Software Architect — II — Distributed Architecture
Monolith is a single deployment unit of all code
This is a traditional approach where the organization is trying to mimic the vertical separation of their internal teams in the layers of the architecture. Consider an organization having UI developer team who will be coordinating with the Backend service team, who will in-turn depend upon the DB team managing the database.
Then they choose an architectural style similar to the below image,
The domain object will be traversing the entire architecture layers. When they try to make a change to any specific domain code which belongs to a particular module, even a simple cosmetic change, would require the entire application to be rebuilt, tested and deployed as a whole. Some changes would require the entire application to be system tested at least to a minimal level before shipping, increasing the time and resource cost.
Below are some of the monolithic architectures widely used in several organizations to save the time and cost incurred to architect and design, but difficult to maintain.
- Layered architecture (N-Tier)
- Pipeline architecture (pipes and filters)
- Microkernel architecture (plugin)
Distributed means multiple deployment units connected through remote access protocols.
Domain driven design is a very commonly used approach to explain about the distributed architecture.

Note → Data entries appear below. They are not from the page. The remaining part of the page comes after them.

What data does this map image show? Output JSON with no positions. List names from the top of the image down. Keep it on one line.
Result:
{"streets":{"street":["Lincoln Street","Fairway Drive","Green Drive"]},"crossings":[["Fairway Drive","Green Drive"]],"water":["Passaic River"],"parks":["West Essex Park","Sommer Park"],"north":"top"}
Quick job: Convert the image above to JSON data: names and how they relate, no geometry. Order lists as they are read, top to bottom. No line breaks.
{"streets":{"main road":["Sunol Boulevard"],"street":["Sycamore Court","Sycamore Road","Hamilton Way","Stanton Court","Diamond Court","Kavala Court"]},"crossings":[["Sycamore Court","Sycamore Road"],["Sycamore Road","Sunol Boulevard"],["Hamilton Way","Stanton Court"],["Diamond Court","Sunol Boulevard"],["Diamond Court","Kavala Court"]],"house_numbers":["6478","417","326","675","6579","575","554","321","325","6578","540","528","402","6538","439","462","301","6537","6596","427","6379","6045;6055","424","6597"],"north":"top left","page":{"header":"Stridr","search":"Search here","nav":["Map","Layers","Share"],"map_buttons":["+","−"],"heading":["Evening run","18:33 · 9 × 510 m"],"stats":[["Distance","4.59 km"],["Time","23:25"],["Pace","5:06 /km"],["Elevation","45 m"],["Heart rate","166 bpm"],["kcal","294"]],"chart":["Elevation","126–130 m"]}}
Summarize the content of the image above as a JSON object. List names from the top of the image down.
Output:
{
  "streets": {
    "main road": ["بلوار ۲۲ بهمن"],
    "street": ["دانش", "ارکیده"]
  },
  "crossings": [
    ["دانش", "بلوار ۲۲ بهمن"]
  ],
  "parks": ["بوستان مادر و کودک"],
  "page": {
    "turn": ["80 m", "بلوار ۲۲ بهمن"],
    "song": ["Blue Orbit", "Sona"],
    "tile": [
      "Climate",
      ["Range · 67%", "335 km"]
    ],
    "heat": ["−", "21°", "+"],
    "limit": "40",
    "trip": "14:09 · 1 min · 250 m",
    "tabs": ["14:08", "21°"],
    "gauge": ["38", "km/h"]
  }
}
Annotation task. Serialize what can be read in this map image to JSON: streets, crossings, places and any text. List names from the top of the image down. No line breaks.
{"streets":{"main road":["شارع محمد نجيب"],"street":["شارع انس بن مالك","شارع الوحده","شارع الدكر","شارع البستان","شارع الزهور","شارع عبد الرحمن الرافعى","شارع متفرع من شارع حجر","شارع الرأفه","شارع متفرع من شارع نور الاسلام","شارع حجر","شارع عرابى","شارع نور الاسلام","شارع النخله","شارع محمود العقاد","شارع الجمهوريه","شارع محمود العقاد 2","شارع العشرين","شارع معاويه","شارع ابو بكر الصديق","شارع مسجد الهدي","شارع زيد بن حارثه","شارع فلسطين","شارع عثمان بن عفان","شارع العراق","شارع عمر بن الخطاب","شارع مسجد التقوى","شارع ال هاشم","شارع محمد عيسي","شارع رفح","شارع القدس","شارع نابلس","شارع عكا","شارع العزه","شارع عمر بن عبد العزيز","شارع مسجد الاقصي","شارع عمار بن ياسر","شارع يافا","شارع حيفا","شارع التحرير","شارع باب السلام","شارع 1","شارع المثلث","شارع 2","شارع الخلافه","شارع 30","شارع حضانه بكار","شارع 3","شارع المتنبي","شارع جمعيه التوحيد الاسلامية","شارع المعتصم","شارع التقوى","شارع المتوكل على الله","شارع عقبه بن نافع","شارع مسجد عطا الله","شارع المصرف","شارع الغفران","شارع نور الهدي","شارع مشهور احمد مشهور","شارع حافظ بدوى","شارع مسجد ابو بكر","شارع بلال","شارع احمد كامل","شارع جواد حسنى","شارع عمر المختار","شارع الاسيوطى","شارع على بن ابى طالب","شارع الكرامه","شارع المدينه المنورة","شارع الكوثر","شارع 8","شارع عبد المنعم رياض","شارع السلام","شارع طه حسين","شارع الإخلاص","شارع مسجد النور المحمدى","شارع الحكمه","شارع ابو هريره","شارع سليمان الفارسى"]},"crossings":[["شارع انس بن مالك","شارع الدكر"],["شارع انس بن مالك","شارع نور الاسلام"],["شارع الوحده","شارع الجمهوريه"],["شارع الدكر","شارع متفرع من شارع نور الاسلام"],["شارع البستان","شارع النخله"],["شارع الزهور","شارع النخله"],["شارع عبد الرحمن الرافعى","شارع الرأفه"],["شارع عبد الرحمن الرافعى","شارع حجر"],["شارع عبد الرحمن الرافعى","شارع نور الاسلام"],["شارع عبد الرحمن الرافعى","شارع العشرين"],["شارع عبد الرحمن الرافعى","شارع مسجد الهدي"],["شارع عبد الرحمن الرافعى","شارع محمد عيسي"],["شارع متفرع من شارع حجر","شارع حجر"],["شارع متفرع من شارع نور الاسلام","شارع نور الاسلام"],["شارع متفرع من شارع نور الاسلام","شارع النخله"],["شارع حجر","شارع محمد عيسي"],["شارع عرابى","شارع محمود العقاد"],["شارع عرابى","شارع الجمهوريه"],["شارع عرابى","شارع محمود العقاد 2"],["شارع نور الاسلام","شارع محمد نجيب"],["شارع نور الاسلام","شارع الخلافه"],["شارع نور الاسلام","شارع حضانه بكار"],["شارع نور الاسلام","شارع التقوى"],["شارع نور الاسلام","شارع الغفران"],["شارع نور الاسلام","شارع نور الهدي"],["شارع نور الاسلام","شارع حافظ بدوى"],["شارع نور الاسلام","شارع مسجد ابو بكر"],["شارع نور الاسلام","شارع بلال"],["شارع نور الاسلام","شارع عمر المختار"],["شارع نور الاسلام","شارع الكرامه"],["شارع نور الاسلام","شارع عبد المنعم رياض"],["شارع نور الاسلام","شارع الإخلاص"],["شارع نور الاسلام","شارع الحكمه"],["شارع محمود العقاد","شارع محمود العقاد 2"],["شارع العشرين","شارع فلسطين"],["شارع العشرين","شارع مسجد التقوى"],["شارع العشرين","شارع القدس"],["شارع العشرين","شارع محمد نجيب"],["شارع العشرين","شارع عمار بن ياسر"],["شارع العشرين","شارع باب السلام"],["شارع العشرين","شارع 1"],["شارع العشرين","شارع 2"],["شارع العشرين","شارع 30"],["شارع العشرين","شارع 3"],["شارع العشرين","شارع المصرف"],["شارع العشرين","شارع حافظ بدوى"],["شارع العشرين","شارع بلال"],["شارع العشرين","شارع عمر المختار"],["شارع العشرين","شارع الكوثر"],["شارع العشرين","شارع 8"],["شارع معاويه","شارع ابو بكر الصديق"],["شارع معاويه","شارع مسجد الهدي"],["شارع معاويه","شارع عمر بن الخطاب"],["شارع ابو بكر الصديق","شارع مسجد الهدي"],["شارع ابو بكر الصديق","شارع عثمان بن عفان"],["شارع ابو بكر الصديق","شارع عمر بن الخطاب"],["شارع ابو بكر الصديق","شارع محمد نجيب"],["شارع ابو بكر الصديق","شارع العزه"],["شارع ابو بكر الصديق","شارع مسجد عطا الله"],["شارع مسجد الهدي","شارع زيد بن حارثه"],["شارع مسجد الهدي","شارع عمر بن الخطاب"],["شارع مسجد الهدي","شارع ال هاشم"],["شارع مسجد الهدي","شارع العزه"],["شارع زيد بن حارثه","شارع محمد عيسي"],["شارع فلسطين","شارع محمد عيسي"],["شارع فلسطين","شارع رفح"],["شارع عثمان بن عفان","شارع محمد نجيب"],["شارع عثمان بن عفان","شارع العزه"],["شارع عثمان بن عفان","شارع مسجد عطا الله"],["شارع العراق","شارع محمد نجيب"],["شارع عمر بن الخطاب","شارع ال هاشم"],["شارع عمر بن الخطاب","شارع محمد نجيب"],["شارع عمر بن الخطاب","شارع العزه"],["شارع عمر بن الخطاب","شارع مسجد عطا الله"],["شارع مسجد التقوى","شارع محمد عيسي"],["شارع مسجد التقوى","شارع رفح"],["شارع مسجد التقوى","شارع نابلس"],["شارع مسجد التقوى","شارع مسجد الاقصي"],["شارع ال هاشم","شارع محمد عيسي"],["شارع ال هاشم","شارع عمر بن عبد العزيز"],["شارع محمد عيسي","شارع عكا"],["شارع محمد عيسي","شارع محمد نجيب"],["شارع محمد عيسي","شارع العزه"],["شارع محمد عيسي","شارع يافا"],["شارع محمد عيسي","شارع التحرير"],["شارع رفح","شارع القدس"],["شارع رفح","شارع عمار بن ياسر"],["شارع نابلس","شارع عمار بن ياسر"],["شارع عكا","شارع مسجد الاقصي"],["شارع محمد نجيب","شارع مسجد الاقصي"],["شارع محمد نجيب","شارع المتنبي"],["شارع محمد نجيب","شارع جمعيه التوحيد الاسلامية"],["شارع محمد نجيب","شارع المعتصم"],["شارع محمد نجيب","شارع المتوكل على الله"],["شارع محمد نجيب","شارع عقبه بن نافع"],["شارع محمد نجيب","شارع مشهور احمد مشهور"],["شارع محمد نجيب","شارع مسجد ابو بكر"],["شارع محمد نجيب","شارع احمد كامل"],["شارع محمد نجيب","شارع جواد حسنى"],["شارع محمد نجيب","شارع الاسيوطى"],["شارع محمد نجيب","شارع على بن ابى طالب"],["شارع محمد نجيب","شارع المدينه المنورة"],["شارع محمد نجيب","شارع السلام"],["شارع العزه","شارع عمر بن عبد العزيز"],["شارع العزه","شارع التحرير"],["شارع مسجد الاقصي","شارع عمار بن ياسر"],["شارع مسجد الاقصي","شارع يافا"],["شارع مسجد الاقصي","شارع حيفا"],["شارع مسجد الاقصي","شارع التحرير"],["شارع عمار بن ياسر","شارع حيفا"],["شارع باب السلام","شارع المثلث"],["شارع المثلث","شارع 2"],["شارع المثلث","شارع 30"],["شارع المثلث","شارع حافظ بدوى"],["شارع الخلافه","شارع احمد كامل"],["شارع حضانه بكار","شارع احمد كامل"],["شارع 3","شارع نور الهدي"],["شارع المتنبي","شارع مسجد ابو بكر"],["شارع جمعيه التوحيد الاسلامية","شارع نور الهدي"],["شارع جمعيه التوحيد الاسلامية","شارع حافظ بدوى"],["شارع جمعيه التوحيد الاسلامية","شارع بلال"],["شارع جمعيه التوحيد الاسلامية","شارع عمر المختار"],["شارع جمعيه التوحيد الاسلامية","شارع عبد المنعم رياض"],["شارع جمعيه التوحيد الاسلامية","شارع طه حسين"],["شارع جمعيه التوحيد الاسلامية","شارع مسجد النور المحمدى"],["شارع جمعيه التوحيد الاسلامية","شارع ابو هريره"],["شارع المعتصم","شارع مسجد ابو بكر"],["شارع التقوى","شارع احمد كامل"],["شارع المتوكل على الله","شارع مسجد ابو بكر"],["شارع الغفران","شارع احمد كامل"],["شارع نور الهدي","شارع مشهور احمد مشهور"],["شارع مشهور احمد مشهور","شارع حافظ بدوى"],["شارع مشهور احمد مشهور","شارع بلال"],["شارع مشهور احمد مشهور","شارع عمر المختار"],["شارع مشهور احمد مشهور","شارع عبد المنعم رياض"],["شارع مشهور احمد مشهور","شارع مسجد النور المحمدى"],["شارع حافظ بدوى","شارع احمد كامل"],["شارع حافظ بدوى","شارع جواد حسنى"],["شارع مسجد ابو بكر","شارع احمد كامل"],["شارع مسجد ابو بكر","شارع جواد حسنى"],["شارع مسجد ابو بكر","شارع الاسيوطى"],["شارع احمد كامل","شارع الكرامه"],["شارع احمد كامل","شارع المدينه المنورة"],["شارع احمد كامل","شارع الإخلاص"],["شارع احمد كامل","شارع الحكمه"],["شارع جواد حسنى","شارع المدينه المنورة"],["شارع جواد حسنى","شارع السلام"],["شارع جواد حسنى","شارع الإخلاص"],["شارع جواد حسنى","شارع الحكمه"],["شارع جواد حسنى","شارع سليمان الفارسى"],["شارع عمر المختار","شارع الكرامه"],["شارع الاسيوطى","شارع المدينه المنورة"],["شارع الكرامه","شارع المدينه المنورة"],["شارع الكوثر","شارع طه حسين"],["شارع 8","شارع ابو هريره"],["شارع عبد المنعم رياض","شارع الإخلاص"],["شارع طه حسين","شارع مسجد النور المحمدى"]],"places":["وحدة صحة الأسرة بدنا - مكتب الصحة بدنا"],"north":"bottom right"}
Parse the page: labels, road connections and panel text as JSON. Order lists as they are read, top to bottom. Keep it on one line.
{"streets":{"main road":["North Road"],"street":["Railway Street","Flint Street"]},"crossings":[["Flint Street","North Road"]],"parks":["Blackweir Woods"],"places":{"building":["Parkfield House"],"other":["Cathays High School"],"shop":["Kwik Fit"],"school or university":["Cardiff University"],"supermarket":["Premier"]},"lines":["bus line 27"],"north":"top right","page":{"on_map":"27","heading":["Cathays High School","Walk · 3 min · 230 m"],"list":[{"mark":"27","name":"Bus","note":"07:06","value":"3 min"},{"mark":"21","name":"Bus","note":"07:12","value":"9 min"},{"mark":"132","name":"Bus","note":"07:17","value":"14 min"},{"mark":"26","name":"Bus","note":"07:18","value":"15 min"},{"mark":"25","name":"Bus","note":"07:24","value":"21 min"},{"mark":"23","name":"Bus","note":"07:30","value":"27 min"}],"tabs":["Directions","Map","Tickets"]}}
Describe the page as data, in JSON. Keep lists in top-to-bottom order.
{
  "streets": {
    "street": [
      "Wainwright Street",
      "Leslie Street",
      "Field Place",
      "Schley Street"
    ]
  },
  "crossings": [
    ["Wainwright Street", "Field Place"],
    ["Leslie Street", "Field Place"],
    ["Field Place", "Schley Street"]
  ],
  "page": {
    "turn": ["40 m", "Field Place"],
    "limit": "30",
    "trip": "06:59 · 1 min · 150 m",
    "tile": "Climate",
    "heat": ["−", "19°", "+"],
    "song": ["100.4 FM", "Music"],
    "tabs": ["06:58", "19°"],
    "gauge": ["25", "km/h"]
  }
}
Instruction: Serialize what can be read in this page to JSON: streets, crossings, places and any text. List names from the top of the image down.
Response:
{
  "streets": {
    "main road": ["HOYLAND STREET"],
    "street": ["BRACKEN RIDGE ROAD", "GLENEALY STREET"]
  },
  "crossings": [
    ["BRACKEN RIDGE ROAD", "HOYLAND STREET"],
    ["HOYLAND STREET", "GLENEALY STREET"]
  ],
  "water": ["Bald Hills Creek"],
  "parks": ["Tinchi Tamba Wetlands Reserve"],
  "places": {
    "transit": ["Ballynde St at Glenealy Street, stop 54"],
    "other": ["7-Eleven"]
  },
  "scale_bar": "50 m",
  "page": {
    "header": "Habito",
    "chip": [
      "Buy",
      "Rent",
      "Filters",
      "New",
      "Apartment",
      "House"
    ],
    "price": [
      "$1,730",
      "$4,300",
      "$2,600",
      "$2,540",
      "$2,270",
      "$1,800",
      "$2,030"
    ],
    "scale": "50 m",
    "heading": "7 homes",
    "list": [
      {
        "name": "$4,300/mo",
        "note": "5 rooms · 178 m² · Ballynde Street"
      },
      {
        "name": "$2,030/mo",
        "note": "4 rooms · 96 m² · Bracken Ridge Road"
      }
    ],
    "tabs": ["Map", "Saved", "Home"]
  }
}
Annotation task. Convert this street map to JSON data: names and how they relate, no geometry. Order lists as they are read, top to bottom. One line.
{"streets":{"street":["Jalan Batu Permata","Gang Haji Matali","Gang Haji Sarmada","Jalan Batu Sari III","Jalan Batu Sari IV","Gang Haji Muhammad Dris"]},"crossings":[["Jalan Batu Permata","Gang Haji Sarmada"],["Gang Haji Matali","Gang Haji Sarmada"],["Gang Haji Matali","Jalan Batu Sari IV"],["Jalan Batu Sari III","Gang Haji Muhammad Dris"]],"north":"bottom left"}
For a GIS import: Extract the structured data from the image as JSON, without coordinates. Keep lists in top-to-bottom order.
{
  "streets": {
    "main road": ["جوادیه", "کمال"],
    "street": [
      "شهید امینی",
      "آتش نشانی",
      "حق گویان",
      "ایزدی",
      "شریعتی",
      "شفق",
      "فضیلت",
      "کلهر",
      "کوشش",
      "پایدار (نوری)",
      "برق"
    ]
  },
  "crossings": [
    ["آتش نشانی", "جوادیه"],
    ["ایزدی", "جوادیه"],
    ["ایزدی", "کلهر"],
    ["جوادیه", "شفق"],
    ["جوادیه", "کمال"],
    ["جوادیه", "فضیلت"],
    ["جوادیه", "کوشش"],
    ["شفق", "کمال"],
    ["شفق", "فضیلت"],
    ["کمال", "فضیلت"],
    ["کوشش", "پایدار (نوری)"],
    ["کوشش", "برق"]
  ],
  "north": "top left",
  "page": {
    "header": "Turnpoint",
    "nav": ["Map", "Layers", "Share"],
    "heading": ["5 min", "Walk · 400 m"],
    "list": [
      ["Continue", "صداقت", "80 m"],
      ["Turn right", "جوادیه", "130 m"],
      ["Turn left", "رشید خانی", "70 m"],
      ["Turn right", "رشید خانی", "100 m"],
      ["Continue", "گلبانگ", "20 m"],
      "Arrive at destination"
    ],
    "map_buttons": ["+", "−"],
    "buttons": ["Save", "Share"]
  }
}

When an organization is dealing with the products which have priorities over architectural characteristics like Scalability, Availability, Reliability, Security, Performance, Deployability, Testability, etc., so that their end customers are served without any interruption of their services, they choose a distributed system. Unlike traditional monolith which deals with the technical separation, we get a horizontal separation of domains. The above layer separation is replicated to every domain.
There are certain ways in which they can be achieved.
- Service-based architecture
- Event-driver architecture
- Space-based architecture
- Service-oriented architecture
- Microservices architecture
There are some fallacies in distributed computing.
#1 Network is reliable
Every distributed architectural style has network coming into play between the separation of individual layers. Consider a service is hosted in a separate host machine has to be accessed by the User interface (web browser or native app), then this can only be achieved by sending messages in a certain format (REST, SOAP, RPC, etc.,) between these hosted 2 layers. Then obviously network is the primary role player in this architecture. Unlike monolith where the layers reside in a single system, distributed layers should communicate reliably to exchange information. Frequent network disconnections could make the entire system to fail and unusable.
#2 Latency is 0
We have the network, OK, but what about its speed. Consider your organization is setting up a distributed system in a 3rd party client environment, where there exists a network with higher latency. If you are developing a service based application which responds to a browser application and you have implemented RPC protocol for communication, which has a ping mechanism to check if the service is connected or not. If the latency is higher then it might lose certain pings to be reached in a definite time and enters into a timeout phase frequently until disconnection.
#3 Bandwidth is infinite
In the same above example, consider there are around 1000 employees who use the same browser application which are currently interacting simultaneously with the hosted service. If a single browser app sends and retrieves 1 MB of data, then 1000 browsers will be communicating 1000 MB of data at a time. What happens if there are more recruitments happening and still more 1000 added who will be adding another 1000 MB of data in the network which increases the contention. The internal design of the system should be able to restrict the amount of data sent, by filtering the actuals from the whole set, instead of sending the entire set.
#4 Network is secure
Once we place an application communicated over the network, it is not safe. The endpoints which are exposed internally as well as to outside networks through VPN, where an employee could access the system from WFH scenarios, should be secured enough. The architect have a tendency to forget about security with firewalls and circuit breakers in place which will be managed by the internal IT team. The architect should have frequent communication with IT team to check about the types of attacks they have already went through and the resolution provided to incorporate them in their own system, by employing a fitness function to validate the security principle during Continuous integration.
#5 Network is homogenous
“Assumptions are the cause of all issues than introspection and interrogation”
Developers tends to assume that all the network hardware vendors are same, as they support the same network topology. Its not true for all cases. This ties back to all of the other above fallacies.
We have seen the fallacies, but what about handling certain common features like logging and transactions posted to a database in a distributed world.
An architect should consider about the distributed nature of the system, and how the maintenance team is able to pin point an issue and resolve at the earliest by going through the logs available at different endpoints in the system. There are several logging consolidation tools to aggregate the log data and provide the analysis results in a neat user interface. www.splunk.com
Monoliths deals with database transactions in an efficient automated manner using ACID. Distributed systems dealing with distributed services should be able to provide a programmatic way of dealing with the database transactions. Similar to ACID in RDBMS, there is a term called BASE which deals with the distributed transactions in non relational databases.
B — Basic Availability S — Soft state E — Eventual consistency
In distributed system like microservices, it is not possible to perform an ACID transaction, as the consistency is not immediate, but it will be achieved at an undefined point of time, when the system reaches an idle state, or when there is a data retrieval operation from the front end service. The database service should be available for performing the Read/Write operations, and it should maintain a state which could be rollbacked if there is a failure in any one of the subsequent transaction in dependent services fails and it should maintain the consistency eventually.
Transactional sagas is such a design pattern which deals with the management of distributed transaction.